Biographie

Contrainte à stopper son activité, elle rebondit
Oudon – Marie Deniau a la passion des animaux et a travaillé 22 ans en toilettage. Elle a dû arrêter
son activité après le confinement. Avec courage, elle entame sa reconversion professionnelle.

Les gens d’ici
La vie n’a pas épargné Marie Deniau, 38 ans. Oudonnaise depuis treize ans et maman solo d’une petite fille de 10 ans.  “J’ai toujours aimé les ani­maux et, dès 15 ans, j’ai choisi d’y consacrer mon activité professionnelle.”

Après une formation de deux ans en apprentissage. elle obtient avec mention son brevet de toilettage canin. “J’ai tout de suite trouvé un emploi en CDI dans un centre d’éducation canine du centre-ville de Nan­tes. J’y suis resté neuf ans.” Et puis, la jeune femme choisit de se mettre à son compte et ouvre son salon de toi­lettage pour chiens et chats, à Orvaut, en mars 2009. 

“Un crève-cœur”

Son entreprise, Animod, lui apporte beaucoup de satisfactions. Sa clientèle se développe et lui fait confiance. Mais les charges sont lour­des pour la jeune femme qui peine à se rémunérer à la hauteur de son engagement dans son travail. Ses ressources sont fragiles. « Cette année, la pandémie et le confine­ment qu’elle a engendré auront eu raison de mon activité. En effet, je n’ai reçu aucune aide pour le mois de mars ; seulement à partir d’avril. Quand j’ai rouvert mon salon le 11 mai, c’était très difficile au niveau trésorerie et ma comptable m’a con­seillé d’opter pour une fermeture administrative. C’est-à-dire une liquidation judiciaire. ” Celle-ci fut prononcée début juillet et tout le matériel du salon a été mis en vente. « Un crève-cœur d’arrêter après vingt-deux ans dans ce métier de passion. Mais, je n’ai pas eu le choix. ” Les messages de sympathie de ses fidèles clients lui ont fait du bien. 

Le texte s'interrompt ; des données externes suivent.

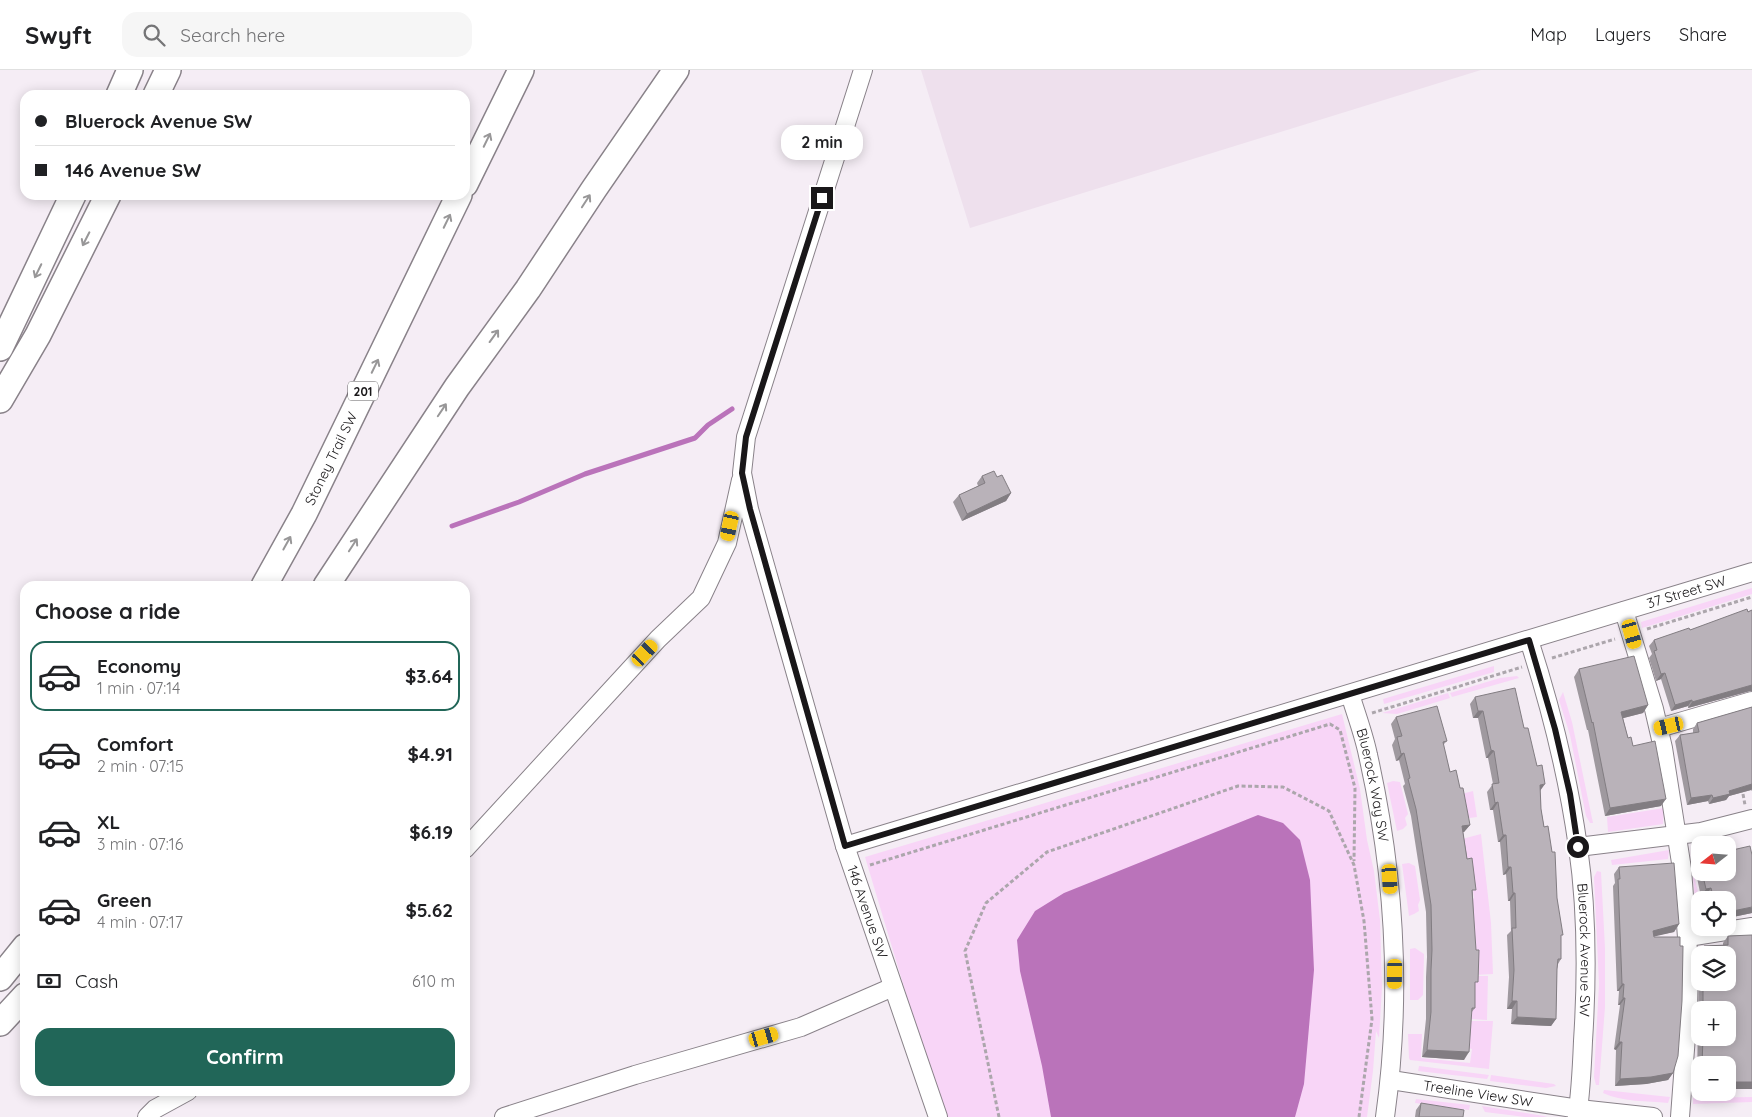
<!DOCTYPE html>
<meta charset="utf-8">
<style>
:root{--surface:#fff;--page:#f6f6f6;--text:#202124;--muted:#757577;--line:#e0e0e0;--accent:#216658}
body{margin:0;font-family:Quicksand,sans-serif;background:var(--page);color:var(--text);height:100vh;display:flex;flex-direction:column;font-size:19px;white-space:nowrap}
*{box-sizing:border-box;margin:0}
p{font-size:16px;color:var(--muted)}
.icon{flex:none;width:28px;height:28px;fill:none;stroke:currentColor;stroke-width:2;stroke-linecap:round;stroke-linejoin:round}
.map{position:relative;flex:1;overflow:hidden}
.sheet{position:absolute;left:20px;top:511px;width:450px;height:515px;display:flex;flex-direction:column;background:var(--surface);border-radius:15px;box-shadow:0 2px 12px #0003}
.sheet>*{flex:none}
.guide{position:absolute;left:20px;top:20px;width:450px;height:110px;border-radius:15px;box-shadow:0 2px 12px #0003;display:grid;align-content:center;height:110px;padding:0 15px;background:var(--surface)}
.needle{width:32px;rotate:253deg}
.controls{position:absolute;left:1691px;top:766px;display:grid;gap:10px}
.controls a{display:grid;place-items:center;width:45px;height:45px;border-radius:10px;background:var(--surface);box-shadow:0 2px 12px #0003;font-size:25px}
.end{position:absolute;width:22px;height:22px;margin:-11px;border:6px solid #191719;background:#fff;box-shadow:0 0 0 2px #fff}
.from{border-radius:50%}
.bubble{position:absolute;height:35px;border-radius:15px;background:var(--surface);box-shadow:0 2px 12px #0003;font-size:16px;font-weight:700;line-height:35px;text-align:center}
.car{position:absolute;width:15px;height:30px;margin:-15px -8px;border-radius:6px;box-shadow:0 0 4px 1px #0007;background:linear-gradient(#f5c518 24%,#345 0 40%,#f5c518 0 76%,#345 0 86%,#f5c518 0)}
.guide b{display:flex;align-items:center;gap:18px;height:48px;font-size:19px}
.guide b+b{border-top:1px solid var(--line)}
.guide i{width:12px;height:12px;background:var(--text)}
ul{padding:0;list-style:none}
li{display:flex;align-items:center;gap:15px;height:70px;margin:0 10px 8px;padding:0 5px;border:2px solid transparent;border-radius:15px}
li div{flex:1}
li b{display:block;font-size:19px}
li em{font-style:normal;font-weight:700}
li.on{border-color:var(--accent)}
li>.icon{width:45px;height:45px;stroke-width:1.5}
h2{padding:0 15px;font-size:22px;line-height:60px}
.pay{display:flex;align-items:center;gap:12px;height:55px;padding:0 15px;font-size:19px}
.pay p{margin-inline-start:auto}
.action{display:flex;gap:10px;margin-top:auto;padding:10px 15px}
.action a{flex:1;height:58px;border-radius:15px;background:var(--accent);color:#fff;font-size:20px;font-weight:700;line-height:58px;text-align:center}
header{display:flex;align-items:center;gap:30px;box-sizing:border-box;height:70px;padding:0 25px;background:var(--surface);border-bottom:1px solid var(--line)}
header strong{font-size:24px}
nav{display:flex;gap:28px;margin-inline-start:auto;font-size:18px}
.search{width:350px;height:45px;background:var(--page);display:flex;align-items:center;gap:12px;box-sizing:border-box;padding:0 18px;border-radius:15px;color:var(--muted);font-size:19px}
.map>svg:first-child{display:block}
.built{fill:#eee0ed}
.green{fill:#f8d5f7}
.water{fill:#ba73ba}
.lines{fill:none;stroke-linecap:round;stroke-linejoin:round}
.stream{stroke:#ba73ba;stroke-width:5}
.minor-casing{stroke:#898289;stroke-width:20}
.highway-casing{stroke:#898289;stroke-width:28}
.path{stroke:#aca6ac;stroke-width:3;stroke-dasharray:4 2.5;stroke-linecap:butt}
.minor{stroke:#fff;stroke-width:18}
.highway{stroke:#fff;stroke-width:25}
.wall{fill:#9f999f;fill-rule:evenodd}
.shaded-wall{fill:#827d82}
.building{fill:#b9b2b9;stroke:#827d82}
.oneway{stroke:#989798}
.route{stroke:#191719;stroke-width:6}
.labels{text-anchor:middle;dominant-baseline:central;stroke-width:5;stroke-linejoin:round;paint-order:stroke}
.shield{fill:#fff;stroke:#5e5d5e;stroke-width:1}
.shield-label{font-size:12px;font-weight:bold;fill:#191719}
.street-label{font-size:14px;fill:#191719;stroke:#fff}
</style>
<header>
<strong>Swyft</strong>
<div class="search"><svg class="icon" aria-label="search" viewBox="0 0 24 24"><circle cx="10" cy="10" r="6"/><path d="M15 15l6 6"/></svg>Search here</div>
<nav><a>Map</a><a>Layers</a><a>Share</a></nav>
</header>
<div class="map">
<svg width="1752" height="1047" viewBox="0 0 1752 1047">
<rect width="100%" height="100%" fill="#f5edf5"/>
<path class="built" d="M921,0H1481L970,158Z"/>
<path class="green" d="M1752,518V524L1642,558L1641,552Z
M1494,596V602L1384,634L1383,629Z
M1517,606L1519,608L1452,627L1450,623L1500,608Z
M1563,622L1572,652L1593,753H1590L1586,746L1570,665L1559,630Z
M1448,623L1450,628L1397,644L1382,643Z
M1342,644L1360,719L1367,770L1374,801L1380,850L1382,917L1379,968L1376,961L1373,1001L1367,1047H943L865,787Z
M1393,711L1400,712L1408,744L1405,748L1407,755L1403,759L1397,761L1387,713Z
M1473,721L1477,747L1462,749L1458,725Z
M1664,738L1663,754L1608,762L1607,747Z
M1481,764L1491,853L1493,904L1473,905L1471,831L1474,828L1472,813L1462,769Z
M1669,780L1668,789L1612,795L1611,790Z
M1698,788L1699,793L1693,795L1692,798L1700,830V849L1697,850L1691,789Z
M1409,793L1415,796L1420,830L1418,835L1419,841L1414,844L1409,846L1402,794Z
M1597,801L1601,802L1605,878V937L1599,1015H1596L1594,1007L1599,914L1594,807Z
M1415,878L1424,884L1423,925L1418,930H1410V879Z
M1474,906H1488L1487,950L1471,949Z
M1469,951H1493L1489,999L1410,990L1409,988L1408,964H1422L1421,988L1470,993L1472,979L1468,978Z
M1419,996L1489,1005L1487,1009L1418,1001Z
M1491,1005L1554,1014L1556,1016L1546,1018L1490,1011Z
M1604,1020L1670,1027L1668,1033C1647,1031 1622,1032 1603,1023Z
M1752,1027V1032L1693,1034V1028Z
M1416,1029L1470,1035L1469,1040L1415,1033Z
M1482,1036L1544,1046L1547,1047H1525L1485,1042Z"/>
<path class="water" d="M1258,745L1283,753L1300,770L1310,810L1314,900L1304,1014L1295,1047H1051L1042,996L1020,901L1017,870L1035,841L1064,823Z"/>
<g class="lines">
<path class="stream" d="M452,456L519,432L585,404L695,368L708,355L732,339"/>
<g class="minor-casing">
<g id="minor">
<path id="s1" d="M863,0L746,367L742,403L749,439L845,776L938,1047"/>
<path d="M1624,541L1654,639L1663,678L1682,799L1689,895L1688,939L1680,1047"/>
<path id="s2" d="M1529,570C1551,638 1568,706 1578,777C1587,839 1587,909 1583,971C1582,996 1581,1022 1577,1047"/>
<path id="s3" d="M1350,624C1356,644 1364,665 1368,685C1395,805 1402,926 1385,1047"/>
<path d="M1659,658L1752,631"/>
<path id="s4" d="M845,776L1752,502"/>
<path d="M1578,777L1701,762L1752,749"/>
<path d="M465,779L658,569L701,528L727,473L741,410"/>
<path d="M1688,867L1752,857"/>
<path id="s5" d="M1391,1010L1579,1039L1653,1047"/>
<path d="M147,1047L155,1039L188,1021"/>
<path d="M504,1047L635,1005L801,957L893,917"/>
</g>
</g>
<g class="highway-casing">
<g id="highway">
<path d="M119,25L130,0"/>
<path d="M156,25L168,0"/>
<path d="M465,114L521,0"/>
<path d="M0,278L73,125"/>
<path d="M0,330L38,265L108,125"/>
<path id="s6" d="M264,516L304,444L459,125"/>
<path d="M326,516L457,317L528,219L594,119L676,0"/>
<path d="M0,908L25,877"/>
<path d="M0,953L25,926"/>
</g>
</g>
<path class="path" d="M1647,559L1752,527
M1552,588L1615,569
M1372,643L1522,597
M1743,724L1745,735
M1732,771L1735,783
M1698,779L1700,788
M870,795L1330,654L1340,660L1355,718L1354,791
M999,1047L965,881L986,833L1047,782L1238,716L1283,717L1329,741L1354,795L1364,851L1372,949L1359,1047"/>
<use href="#minor" class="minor"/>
<use href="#highway" class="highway"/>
</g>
<path class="wall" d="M982,406L997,407L1011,423L1006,431L962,451L953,432L959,425L978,416L977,413Z
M1752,540V621H1750L1688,638V636L1671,641L1661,609L1656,611L1649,588L1652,584L1649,576L1654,570L1690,560Z
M1579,599L1648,635L1643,643L1623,648L1628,668L1661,736L1605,746L1588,660H1587L1574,607Z
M1475,627L1524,658L1540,721L1541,739L1557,828L1561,867V889L1558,894L1557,899L1556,949L1551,956L1511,954L1512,939H1507L1509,907L1507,865L1511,861L1510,831H1508L1506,804L1503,805L1500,772H1498L1493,740H1490L1487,722L1493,714L1488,688H1486L1478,648H1473L1470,634Z
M1752,637V721L1751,720L1729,726L1726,730L1709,734L1708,731L1687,735L1675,671L1680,665L1693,663V659L1697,653Z
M1396,647L1447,671L1443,675L1450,702L1470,755L1464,762H1463L1473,824L1475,938L1471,943L1464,990L1422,987L1426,949V907L1427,887L1426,842L1411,746L1403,716L1405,714L1399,690L1396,691L1392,675L1395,669L1391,654Z
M1700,790V802H1728L1752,843L1728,848V830H1707L1706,825L1701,827L1695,798Z
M1619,797L1679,854L1674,862L1653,866L1673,1003L1668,1010L1646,1014L1615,1016L1616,980L1614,979L1620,935H1618L1619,921H1617L1613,816L1615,813L1614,804Z
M1728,866L1752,1019H1728V995H1700V1011H1697L1699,883L1704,876L1723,875V873ZM1700,885H1728V912H1700ZM1700,940H1728V968H1700Z
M1421,1033L1463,1047H1415L1416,1040Z"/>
<path class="shaded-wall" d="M1011,423L1006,431L962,451L967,444Z
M1665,603L1661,609L1656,611L1661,604Z
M1752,615V621H1750L1688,638L1692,632Z
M1692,630L1688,636L1671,641L1675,635Z
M1648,635L1643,643L1616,650L1621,642Z
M1478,641H1483L1478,648H1473Z
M1491,680L1494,681L1488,688H1486Z
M1404,683L1399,690L1396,691L1401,684Z
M1545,714L1540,721V715Z
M1752,714V719L1751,720L1729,726L1726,730L1709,734L1713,728L1729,721Z
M1712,725L1708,731L1687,735L1691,728Z
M1666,729L1661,736L1605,746L1610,738Z
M1498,732L1493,740H1490L1495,733Z
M1470,755L1464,762L1457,763L1462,756Z
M1503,765H1506L1500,772H1498Z
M1508,797H1511L1506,804L1503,805Z
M1711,818L1706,825L1701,827L1706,819Z
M1513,823H1515L1510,831H1508Z
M1752,837V843L1728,848V842Z
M1679,854L1674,862L1648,868L1653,861Z
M1622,914H1624L1619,921H1617Z
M1623,928H1625L1620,935H1618Z
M1512,931H1517L1512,939H1507Z
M1517,947L1556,949L1551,956L1511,954Z
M1619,972H1622L1616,980L1614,979Z
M1427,980L1469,982L1464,990L1422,987Z
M1673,1003L1668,1010L1646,1014L1615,1016L1620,1009Z
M1728,1012H1752V1019H1728Z"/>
<path class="building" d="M994,401L997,407L1002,405L1011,423L967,444L959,425L985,413L982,406Z
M1747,539L1748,542L1752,540V615L1692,632V630L1675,635L1665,603L1661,604L1654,581L1657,580L1654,570L1689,558L1690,560Z
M1634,586L1648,635L1621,642L1628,668L1631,667L1633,676L1655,671L1666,729L1610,738L1593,652L1592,653L1579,599Z
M1515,618L1524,658H1528L1537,696L1542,695L1545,714L1540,715L1541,739L1544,757L1548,756L1552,782H1555L1557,828L1563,865H1561V889H1558L1557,899L1556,949L1517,947V931H1512L1514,900L1512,858H1516L1515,823H1513L1511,797H1508L1506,765H1503L1498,732L1495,733L1492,714L1499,713L1494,681L1491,680L1483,641H1478L1475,627Z
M1437,636L1447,671L1443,672L1450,702L1456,700L1460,718H1463L1470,755L1462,756L1467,789L1472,788L1476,820H1472L1476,880H1479L1478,912H1475V938H1472L1469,982L1427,980L1431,942V900L1432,880L1431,835L1416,739L1408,709L1410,708L1404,683L1401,684L1397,667L1402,666L1396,647Z
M1752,637V714L1729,721L1730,724L1713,728L1712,725L1691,728L1680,665L1699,662L1697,653Z
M1750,776L1752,785V837L1728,842V830H1714L1711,818L1706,819L1702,802H1728V781Z
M1674,793L1679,854L1653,861L1654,867H1680V876H1683L1682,931L1678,986L1673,1003L1651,1007L1620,1009L1622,972H1619L1625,928H1623L1624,914H1622L1618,809H1620L1619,797Z
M1752,865V1012H1728V995H1702L1703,968H1728V940H1703V912H1728V885H1704V876L1728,875V866Z
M1421,1033L1464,1040L1463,1047H1419Z"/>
<defs><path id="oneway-shaft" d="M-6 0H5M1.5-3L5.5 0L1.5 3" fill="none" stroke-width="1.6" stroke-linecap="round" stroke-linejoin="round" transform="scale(1.25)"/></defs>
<g class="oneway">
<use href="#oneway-shaft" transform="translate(487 70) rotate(-64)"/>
<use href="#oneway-shaft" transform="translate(586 131) rotate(-57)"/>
<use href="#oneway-shaft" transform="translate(447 151) rotate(-64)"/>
<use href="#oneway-shaft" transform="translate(86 169) rotate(117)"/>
<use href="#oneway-shaft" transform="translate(38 201) rotate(116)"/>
<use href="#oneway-shaft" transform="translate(494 266) rotate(-54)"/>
<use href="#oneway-shaft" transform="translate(375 296) rotate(-64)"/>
<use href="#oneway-shaft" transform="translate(442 340) rotate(-56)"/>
<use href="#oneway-shaft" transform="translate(287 473) rotate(-61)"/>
<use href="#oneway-shaft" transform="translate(353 475) rotate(-57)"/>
</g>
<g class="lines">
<path class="route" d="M822,128L746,367L742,403L750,439L845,776L1529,570L1555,659L1570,724L1578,777"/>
</g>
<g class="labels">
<rect class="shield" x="348" y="311.5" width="30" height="19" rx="4"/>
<g class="shield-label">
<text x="363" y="321">201</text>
</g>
<g class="street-label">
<text stroke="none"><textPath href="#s6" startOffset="144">Stoney Trail SW</textPath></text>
<text stroke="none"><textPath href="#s4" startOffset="879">37 Street SW</textPath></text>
<text stroke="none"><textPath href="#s3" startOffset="94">Bluerock Way SW</textPath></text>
<text stroke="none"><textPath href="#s1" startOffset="878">146 Avenue SW</textPath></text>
<text stroke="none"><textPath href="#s2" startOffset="316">Bluerock Avenue SW</textPath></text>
<text stroke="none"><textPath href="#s5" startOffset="88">Treeline View SW</textPath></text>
</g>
</g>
</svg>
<div class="controls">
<a><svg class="needle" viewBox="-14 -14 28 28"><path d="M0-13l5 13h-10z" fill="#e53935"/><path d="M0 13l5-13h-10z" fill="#757577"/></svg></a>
<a><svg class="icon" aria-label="locate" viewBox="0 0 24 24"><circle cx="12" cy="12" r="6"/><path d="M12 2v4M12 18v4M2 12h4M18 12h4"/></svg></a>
<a><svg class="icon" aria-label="layers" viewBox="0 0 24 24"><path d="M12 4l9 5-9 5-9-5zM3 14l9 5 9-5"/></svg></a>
<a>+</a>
<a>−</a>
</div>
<i class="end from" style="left:1578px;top:777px"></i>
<i class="end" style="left:822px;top:128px"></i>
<div class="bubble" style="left:781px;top:55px;width:82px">2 min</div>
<i class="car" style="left:730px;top:456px;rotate:192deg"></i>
<i class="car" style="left:1632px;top:564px;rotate:164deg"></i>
<i class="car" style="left:645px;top:583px;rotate:43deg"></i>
<i class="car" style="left:1669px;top:656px;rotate:257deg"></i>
<i class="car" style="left:1390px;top:809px;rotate:176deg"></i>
<i class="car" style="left:1395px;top:904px;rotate:181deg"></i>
<i class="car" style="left:764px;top:967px;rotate:74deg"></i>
<div class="guide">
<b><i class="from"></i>Bluerock Avenue SW</b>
<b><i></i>146 Avenue SW</b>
</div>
<section class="sheet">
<h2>Choose a ride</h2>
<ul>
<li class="on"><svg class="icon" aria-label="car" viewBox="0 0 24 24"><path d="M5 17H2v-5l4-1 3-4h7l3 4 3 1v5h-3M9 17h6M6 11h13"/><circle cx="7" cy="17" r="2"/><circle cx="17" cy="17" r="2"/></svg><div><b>Economy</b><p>1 min · 07:14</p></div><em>$3.64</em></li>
<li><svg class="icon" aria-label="car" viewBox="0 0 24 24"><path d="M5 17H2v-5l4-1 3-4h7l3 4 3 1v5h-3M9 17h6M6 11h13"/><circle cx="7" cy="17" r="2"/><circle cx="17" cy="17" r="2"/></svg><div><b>Comfort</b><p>2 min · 07:15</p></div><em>$4.91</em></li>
<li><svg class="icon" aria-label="car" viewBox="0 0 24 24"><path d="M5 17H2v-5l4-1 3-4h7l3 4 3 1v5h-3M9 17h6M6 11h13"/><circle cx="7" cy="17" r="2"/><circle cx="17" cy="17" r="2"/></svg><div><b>XL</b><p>3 min · 07:16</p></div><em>$6.19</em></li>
<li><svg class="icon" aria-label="car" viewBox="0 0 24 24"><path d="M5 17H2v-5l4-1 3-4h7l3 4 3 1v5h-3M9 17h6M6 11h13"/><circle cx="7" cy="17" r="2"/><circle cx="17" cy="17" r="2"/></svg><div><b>Green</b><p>4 min · 07:17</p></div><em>$5.62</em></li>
</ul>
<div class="pay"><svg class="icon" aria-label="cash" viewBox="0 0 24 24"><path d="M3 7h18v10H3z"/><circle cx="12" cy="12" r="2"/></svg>Cash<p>610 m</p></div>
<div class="action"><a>Confirm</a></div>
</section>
</div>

Du toilettage à l’infographie
La jeune femme se retrouve avec le RSA (revenu de solidarité active) comme seul revenu, mais ne baisse pas les bras. Au contraire, elle cher­che une nouvelle voie pour rebondir et, aidée par Pôle emploi, se lance avec courage dans une formation professionnalisante qui la mènera au métier d’infographiste. “À 15 ans, j’avais hésité à m’orienter dans une filière artistique car j’aime dessi­ner.” La formation dure cinq mois à temps plein et lui donnera le titre d’infographiste metteur en page. “J’aimerais travailler dans une agence de publicité et devenir, un jour, directrice artistique. C’est en tout cas ce que je vise aujourd’hui. “Marie Deniau est ambitieuse et, mal­gré les galères de la vie, se bat avec courage pour réaliser ses rêves. “Mon but est de toujours avancer”, dit-elle.